My search for the right words continues. I am using the book Weaponized Lies by Daniel Levitin for the first time this year in order to teach critical thinking skills. Levitin uses words like "counterknowledge" and "misinformation". These are important terms, but they imply the existence of a intelligent adversary intentionally misleading us. It is important to defend against these forces. However, the idea that the problem is people putting effort into "weaponization" overlooks the less dramatic, and less easily identify problem, of reasoning from shaky, half remembered information sources or using flawed logic to build arguments.

Now at the end of the first day of 2018, I am staring at Weaponized Lies next to my keyboard, wishing there were shortcuts---that I didn't have to start from the bottom finding the words to talk about the importance of information quality, even before I start talking about information quality itself, and researching how to build safer more equitable information environments.
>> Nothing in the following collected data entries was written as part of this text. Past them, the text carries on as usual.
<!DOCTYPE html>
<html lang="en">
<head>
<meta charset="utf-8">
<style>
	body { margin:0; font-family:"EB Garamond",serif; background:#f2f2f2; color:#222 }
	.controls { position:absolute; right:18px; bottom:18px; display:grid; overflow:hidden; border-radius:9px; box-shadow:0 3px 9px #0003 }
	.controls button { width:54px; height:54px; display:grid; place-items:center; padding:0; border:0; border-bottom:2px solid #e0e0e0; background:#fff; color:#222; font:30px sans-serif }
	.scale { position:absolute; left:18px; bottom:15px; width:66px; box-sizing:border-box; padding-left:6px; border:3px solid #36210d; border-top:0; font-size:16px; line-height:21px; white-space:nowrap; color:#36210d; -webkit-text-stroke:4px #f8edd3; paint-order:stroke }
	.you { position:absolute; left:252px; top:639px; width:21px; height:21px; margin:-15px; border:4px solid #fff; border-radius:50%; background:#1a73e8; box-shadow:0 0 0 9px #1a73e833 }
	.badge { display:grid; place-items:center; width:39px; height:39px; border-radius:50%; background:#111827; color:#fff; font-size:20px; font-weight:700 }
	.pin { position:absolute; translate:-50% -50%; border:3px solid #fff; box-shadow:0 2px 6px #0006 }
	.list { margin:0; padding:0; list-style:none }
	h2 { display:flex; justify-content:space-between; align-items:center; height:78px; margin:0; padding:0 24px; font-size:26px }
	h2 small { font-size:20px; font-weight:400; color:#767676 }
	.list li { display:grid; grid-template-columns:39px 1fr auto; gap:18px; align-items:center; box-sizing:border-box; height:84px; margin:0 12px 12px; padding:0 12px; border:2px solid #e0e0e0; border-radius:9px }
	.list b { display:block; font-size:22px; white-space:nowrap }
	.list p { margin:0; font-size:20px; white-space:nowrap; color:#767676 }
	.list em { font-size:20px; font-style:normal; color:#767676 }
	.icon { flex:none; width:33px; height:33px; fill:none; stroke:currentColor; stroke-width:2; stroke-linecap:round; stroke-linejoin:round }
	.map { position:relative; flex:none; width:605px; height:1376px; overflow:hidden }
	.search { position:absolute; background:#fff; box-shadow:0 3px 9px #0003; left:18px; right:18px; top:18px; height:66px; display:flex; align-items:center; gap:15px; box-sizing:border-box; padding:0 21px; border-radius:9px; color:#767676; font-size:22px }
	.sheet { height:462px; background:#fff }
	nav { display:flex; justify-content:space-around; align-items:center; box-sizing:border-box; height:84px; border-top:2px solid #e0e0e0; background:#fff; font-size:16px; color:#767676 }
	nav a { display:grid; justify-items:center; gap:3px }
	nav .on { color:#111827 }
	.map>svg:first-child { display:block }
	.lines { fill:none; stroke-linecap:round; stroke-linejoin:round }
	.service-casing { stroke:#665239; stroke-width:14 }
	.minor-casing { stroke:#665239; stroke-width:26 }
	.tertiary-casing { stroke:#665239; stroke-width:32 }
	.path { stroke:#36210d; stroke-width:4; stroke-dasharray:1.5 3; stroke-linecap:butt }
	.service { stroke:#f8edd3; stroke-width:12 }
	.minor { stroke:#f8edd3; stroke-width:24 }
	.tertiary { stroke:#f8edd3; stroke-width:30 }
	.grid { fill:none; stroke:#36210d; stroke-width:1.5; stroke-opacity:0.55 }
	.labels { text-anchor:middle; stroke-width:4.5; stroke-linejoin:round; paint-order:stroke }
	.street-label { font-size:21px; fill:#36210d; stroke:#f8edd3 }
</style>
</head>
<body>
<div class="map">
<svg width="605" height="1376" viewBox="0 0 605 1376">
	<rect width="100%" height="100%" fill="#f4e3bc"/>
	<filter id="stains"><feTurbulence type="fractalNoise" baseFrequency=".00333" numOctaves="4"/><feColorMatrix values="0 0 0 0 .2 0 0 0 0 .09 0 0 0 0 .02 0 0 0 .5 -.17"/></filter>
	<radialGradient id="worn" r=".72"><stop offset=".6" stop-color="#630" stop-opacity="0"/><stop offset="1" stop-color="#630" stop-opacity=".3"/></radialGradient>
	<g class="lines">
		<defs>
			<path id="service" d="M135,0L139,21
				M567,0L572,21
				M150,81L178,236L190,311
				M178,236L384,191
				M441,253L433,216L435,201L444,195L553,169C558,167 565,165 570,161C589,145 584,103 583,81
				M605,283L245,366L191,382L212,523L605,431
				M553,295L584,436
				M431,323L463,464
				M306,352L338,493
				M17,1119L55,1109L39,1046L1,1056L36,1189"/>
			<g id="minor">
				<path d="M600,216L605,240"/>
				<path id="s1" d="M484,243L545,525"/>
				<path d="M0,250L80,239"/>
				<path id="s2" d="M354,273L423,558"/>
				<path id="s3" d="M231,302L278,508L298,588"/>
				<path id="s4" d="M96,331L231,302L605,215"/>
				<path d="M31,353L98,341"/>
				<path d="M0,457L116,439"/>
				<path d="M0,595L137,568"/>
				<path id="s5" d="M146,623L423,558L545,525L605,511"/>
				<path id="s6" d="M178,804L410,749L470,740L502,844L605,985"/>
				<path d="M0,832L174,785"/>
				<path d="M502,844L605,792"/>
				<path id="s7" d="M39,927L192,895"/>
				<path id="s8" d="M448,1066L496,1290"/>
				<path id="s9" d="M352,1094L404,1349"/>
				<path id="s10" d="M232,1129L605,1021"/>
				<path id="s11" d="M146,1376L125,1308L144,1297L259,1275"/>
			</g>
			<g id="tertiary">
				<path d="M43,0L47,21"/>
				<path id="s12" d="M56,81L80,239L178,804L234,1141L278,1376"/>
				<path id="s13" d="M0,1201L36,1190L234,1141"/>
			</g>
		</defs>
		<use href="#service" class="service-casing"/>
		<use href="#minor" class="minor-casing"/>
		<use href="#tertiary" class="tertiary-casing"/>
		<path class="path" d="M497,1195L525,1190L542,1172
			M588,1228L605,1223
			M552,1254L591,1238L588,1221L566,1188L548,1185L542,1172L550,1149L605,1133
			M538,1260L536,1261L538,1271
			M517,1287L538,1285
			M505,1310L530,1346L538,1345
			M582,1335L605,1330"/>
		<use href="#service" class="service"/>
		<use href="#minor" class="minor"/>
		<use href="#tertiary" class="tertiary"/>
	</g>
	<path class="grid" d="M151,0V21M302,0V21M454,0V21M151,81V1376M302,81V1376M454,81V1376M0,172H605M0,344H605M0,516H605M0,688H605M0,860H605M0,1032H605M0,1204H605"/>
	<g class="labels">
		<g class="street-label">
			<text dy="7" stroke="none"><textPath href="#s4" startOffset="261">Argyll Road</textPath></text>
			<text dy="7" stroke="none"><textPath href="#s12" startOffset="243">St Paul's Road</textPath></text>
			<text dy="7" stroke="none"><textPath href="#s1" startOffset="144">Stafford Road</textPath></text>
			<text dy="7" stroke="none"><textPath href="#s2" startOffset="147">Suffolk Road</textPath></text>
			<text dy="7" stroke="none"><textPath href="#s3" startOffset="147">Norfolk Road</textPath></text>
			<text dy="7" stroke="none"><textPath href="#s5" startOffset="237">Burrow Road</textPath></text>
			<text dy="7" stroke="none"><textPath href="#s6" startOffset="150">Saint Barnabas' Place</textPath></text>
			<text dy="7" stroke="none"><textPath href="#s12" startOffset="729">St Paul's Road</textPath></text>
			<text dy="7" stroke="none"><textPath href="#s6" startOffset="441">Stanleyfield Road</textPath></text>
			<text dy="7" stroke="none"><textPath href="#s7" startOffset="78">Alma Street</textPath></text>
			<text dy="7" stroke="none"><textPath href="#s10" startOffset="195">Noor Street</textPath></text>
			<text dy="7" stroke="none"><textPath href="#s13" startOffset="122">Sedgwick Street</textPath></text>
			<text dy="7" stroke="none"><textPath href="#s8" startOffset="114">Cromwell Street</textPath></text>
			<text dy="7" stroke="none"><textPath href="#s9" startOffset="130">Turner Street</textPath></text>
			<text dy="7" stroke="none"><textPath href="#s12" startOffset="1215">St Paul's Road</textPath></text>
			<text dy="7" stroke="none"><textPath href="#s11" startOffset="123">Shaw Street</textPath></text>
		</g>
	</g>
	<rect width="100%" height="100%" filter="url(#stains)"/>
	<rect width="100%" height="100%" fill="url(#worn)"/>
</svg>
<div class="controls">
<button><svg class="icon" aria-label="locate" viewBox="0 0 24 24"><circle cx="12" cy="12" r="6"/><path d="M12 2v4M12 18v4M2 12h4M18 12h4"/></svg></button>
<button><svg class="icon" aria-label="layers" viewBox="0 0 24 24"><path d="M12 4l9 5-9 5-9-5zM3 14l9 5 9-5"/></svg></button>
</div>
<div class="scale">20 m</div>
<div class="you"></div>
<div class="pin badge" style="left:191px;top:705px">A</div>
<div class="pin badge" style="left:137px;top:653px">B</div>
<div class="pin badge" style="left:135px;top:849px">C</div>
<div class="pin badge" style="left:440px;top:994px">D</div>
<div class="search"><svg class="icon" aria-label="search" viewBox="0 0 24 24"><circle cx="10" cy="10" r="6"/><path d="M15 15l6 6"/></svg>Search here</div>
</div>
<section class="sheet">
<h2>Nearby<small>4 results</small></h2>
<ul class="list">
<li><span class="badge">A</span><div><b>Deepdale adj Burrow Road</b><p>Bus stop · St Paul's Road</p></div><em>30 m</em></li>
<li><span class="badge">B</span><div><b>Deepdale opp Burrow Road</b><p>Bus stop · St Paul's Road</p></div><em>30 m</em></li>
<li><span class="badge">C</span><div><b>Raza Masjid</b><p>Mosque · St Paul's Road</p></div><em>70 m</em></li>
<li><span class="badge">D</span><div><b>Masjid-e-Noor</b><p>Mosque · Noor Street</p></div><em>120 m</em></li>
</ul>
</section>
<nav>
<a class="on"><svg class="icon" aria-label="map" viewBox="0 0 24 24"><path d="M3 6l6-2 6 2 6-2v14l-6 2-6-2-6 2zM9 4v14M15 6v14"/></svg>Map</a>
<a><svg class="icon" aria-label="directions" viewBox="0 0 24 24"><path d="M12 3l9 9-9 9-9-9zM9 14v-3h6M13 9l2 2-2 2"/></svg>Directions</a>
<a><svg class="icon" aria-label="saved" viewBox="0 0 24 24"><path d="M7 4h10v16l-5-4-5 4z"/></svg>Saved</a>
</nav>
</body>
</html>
There are no shortcuts. The only thing that we can hope for is that we can routinize information check. Make it a habit.

I even stopped for a moment to dream about a rising demand for information quality creating new jobs. We need professionals who are able to help us monitor information without sliding into suppressing free speech and imposing censorship. This is the direction in which our knowledge society should grow.

I thought I remembered reading an article online that discussed 2018 as the "Information Year". Now, for the life of me, I cannot find it. It takes so long to track and keep track of sources. My first step in making peace with the cost of information quality: I end this blog post by admitting I have no proof for my thesis that 2018 is the year we embrace the information check habit. The title is instead an expression of hope that we can move in that direction.